Ben Yehoyada says this parable shows that death was no more a punishment than what happened to the woman who was in the parable. It was a consequence and side effect, but not really a punishment. Once man sinned and allowed materialism and physicality to enter his existence, he became susceptible to death.
I will add, a careful reading of Moreh Nevukhim (I:2) expands on this idea and also explains why all of us must suffer for Adam’s sin. It is because we re-enact this ourselves by our own attachment to physicality. In theory, if we fully attached to God we would transcend mortality. When we do not, we all commit Adam’s sin. (By the way, students of the Moreh should read and re-read this particular chapter of the Moreh. It is the “Rosetta Stone” of the Moreh and hints and many secrets.)
A simpler answer to the question is bought down by Sefer Daf Al Daf: We don’t apply the entire principle of Kim Ley etc to heavenly judgment.
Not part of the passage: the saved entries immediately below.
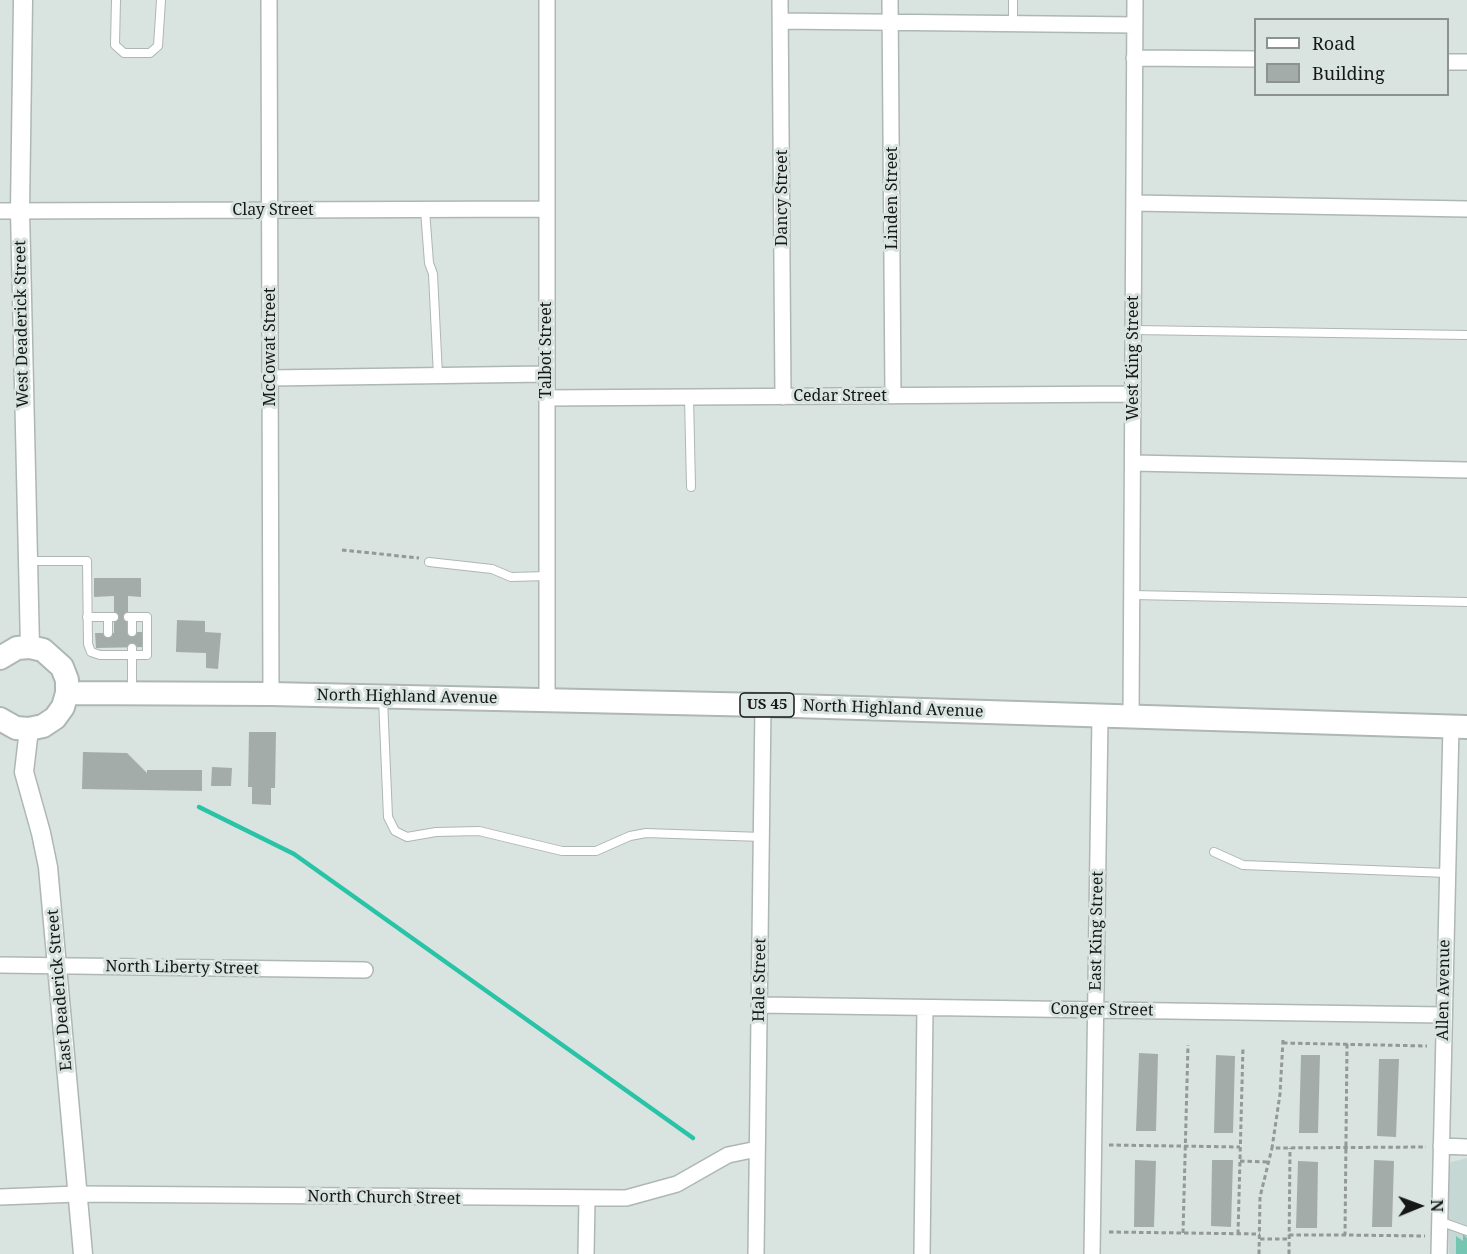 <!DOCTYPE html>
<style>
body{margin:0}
#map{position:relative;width:1467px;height:1254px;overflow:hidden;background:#d9e3e0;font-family:"Noto Serif",serif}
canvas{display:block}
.legend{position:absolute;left:1254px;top:18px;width:195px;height:78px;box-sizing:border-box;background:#d9e3e0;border:2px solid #8b9290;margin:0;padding:8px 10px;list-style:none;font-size:18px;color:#151817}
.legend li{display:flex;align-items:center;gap:12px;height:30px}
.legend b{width:30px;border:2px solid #8b9290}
.north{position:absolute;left:1389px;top:1176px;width:60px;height:60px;-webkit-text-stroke:4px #d9e3e0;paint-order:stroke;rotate:89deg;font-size:16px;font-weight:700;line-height:24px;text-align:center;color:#151817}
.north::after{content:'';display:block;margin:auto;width:21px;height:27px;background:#151817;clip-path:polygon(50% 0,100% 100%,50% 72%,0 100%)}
</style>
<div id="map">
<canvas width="1467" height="1254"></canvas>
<ul class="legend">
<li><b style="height:8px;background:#fff"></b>Road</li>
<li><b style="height:16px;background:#a3aca9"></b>Building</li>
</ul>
<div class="north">N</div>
</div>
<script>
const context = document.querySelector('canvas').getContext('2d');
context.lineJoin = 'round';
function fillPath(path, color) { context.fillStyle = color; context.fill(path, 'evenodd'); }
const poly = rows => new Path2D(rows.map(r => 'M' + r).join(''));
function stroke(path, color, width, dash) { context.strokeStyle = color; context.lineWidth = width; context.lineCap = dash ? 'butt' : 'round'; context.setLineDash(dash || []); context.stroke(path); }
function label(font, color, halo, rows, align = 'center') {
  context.font = font + ' "Noto Serif",serif'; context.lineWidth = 6; context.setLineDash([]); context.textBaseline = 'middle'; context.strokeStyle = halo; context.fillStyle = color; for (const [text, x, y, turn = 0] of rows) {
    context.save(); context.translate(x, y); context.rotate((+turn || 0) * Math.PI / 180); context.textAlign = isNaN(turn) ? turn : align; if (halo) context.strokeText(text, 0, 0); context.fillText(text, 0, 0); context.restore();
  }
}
fillPath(poly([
 [1467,1158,1467,1254,1449,1254,1449,1169,1451,1162]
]), '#c6d8d3');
fillPath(poly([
 [1463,1234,1467,1238,1467,1254,1456,1254,1456,1236,1463,1241]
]), '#74c6b2');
stroke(poly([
 [199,807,294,854,693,1138]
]), '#29c3a6', 4.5);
fillPath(poly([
 [94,578,141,578,141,597,128,596,128,632,145,632,145,647,96,648,95,633,114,633,114,596,94,597],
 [177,620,205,621,205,632,221,633,218,669,206,668,206,653,176,652],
 [249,732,276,732,275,788,271,788,271,805,252,804,252,787,248,787],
 [83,752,127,753,147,773,147,770,202,770,202,791,82,789],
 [212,767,232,768,231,786,211,786],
 [1139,1053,1158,1054,1156,1131,1136,1131],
 [1216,1055,1235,1056,1233,1133,1214,1133],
 [1301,1055,1320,1055,1318,1133,1299,1133],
 [1379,1059,1399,1059,1396,1137,1377,1136],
 [1135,1160,1156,1161,1154,1227,1134,1227],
 [1212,1160,1233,1160,1231,1227,1211,1226],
 [1374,1160,1394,1161,1392,1227,1372,1227],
 [1298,1161,1318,1162,1317,1228,1296,1228]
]), '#a3aca9');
const service = poly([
 [116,0,115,45,124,53,150,53,158,46,161,0],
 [1013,24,1013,0],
 [425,210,429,263,433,274,438,376],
 [1133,330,1467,335],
 [689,397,691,487],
 [29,561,87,561,88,644,91,652,100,655,147,655,147,617,128,617],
 [429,562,492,569,511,577,548,576],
 [1133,595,1467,602],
 [87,617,114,617],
 [108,617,108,633],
 [132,617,132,632],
 [132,691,132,648],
 [383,699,388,817,395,831,407,837,436,832,479,831,562,851,596,851,630,836,646,833,762,837],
 [1214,852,1243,865,1447,873],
 [1439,1221,1467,1231]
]);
const minor = poly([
 [269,0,271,694],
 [547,0,547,700],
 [780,0,783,397],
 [890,0,893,396],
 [781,21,1135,25],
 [1134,58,1256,59],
 [1448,62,1467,62],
 [1134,203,1467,209],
 [0,211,547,209],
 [270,378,546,374],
 [546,398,1133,394],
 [1133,463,1467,470],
 [1131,717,1135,0],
 [0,965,365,970],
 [760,1005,1444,1015],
 [1441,1146,1467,1147],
 [0,1197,77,1194,626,1198,677,1184,728,1155,757,1149],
 [586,1254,587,1200],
 [756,1254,763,705],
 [922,1254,925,1008],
 [1092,1254,1100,716],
 [1439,1254,1451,726]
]);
const tertiary = poly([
 [23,0,20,211,30,647],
 [29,729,24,772,41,833,48,867,83,1254]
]);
const primary = poly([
 [0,658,17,648,30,647,43,650,62,667,67,680,67,693,63,707,55,718,43,726,29,729,16,728,0,719],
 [67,693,271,694,763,705,1467,727]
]);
stroke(service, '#aeb7b4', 10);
stroke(minor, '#aeb7b4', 18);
stroke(tertiary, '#aeb7b4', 21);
stroke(primary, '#aeb7b4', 26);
stroke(poly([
 [342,550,419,558],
 [1283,1040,1280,1094,1272,1148,1426,1147],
 [1283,1043,1427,1046],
 [1347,1044,1345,1235,1425,1236],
 [1109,1145,1240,1147],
 [1240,1161,1268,1162],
 [1109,1232,1260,1234],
 [1183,1233,1188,1045],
 [1238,1234,1243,1047],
 [1289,1235,1345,1235],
 [1260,1239,1289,1239],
 [1259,1254,1260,1197,1272,1148],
 [1289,1254,1290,1148]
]), '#929997', 3, [4.5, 3]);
stroke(service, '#fff', 8);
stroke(minor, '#fff', 15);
stroke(tertiary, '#fff', 18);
stroke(primary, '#fff', 22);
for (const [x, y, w] of [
 [767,705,54]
]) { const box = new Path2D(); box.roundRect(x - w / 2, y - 12, w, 24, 4.5); context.fillStyle = '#d9e3e0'; context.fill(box); stroke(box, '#151817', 1.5); }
label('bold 15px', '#151817', null, [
 ["US 45",767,705]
]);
label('16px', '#151817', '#d9e3e0', [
 ["Dancy Street",782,198,-90],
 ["Linden Street",892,198,-90],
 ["Clay Street",273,210],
 ["West Deaderick Street",22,324,-91],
 ["McCowat Street",270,347,-90],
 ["Talbot Street",546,350,-90],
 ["West King Street",1133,358,-90],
 ["Cedar Street",840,396],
 ["North Highland Avenue",407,697,1],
 ["North Highland Avenue",893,709,2],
 ["East King Street",1097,931,-89],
 ["North Liberty Street",182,968,1],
 ["Hale Street",760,980,-89],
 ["East Deaderick Street",60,990,-95],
 ["Allen Avenue",1444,990,-89],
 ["Conger Street",1102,1010,1],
 ["North Church Street",384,1198,1]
]);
</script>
Why should there be a difference? I believe this has to do with function of Jewish civil law and heavenly law. Jewish civil law has a function to maintain order primarily and only secondarily to administer justice to a degree, knowing the limits of humans to arrive at truth. Thus Bais Din is very conservative in how and when it metes out punishment. The main focus is less about absolute Justice so long as some form of societal order is maintained. Hence the fact that once in a while, though the Jewish court hardly ever gave the death penalty (Mishna Makkos 1:10), in unusual circumstances it can impose mass sanctions without due process and impose martial law. See for example, Sanhedrin 45b-46a, where several examples of extra judicial punishments and activities are described based on circumstances that threatened the social order. However, logically, the goal of the heavenly court is simply to balance the scales of justice in the way that God ordained the universe. Therefore, there is no such thing as double jeopardy, or anything else that might be designed to compensate for the inaccuracies of human judgment. Heavenly judgment is simply about truth and justice. And that is where we come full circle, because in the Heavenly realm, since it is pure justice, punishment and consequence are really the same.